For Immediate Release

Technical corrections to water settlement act receives bipartisan support

WASHINGTON—On Thursday, June 25, Navajo Nation Washington Office executive director Jackson Brossy provided testimony on behalf of the Navajo Nation in support HR 1406, the New Mexico Navajo Water Settlement Technical Corrections Act before the House Natural Resources Subcommittee on Water, Power and Oceans.

The bill, introduced by Rep. Ben Ray Lujan (D-N.M.) has broad bipartisan support and makes technical corrections to the Navajo-Gallup Water Supply Project, which was authorized as part of Congress’ approval of the water rights Settlement Agreement between the Navajo Nation, the United States and the State of New Mexico.

The technical corrections range from misspellings, grammatical errors and incorrect citations to clarifying that the 10-year waiver of payments on operation, maintenance, and replacement costs runs from the date of first delivery of ‘Project’ water as a opposed to delivery of water from any source and that the Court presiding over the stream adjudication can nullify the Agreement between the State of New Mexico, the Navajo Nation and the United States, but not the Contract between the United States and the Navajo Nation supplying water to the parties.
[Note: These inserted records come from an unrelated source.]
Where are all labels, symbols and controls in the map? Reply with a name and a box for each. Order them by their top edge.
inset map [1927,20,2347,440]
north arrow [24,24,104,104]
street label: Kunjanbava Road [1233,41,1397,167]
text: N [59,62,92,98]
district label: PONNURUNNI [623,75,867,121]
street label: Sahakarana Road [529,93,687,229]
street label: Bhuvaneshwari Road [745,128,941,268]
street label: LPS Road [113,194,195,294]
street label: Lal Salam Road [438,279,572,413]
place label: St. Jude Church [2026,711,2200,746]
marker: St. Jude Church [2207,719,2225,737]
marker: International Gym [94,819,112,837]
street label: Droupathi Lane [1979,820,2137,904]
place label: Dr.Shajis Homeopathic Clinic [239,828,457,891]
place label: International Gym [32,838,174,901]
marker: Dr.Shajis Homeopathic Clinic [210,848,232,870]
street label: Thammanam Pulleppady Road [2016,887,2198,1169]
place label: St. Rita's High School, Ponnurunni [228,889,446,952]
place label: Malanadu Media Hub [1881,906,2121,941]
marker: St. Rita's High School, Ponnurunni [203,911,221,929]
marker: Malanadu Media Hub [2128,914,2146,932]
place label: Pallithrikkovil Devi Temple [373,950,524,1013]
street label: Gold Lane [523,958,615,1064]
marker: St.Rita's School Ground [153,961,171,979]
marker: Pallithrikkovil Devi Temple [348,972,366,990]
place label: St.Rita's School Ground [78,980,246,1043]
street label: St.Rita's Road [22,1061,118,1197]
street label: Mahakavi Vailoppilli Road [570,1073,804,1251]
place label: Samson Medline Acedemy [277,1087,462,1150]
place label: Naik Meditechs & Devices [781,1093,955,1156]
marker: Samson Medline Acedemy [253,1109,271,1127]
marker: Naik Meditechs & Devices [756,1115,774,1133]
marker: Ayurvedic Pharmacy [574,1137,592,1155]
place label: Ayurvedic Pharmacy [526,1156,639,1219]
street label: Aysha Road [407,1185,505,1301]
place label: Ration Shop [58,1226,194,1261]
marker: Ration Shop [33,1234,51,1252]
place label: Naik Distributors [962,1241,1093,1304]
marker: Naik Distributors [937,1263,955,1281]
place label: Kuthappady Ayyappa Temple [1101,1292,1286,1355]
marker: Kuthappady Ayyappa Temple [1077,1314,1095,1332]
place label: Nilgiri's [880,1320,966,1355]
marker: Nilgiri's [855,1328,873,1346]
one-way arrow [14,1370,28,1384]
“The Navajo Nation strongly supports this bill and appreciates all of the hard work that went into developing the Navajo-Gallup Water Supply Project. These technical corrections are critical improvements that clarify an important piece of legislation that will help to build the Navajo Nation’s water infrastructure,” said Brossy.

The Begaye-Nez Administration is committed to improving the Navajo People’s access to water, which is essential for economic growth.

“There are more than 4,000 homes on the Navajo Nation without water. Current water systems are not sized to accommodate long-term growth and economic development,” said Brossy.

These technical amendments will provide a long-term renewable water supply, reduce the number of homes without water, and provide a water supply for economic growth in northwestern New Mexico.

Brossy asked lawmakers to help resolve the Nation’s outstanding water rights claims in Utah and Arizona in order to ensure access to water resources, and to protect the Navajo Nation’s water rights.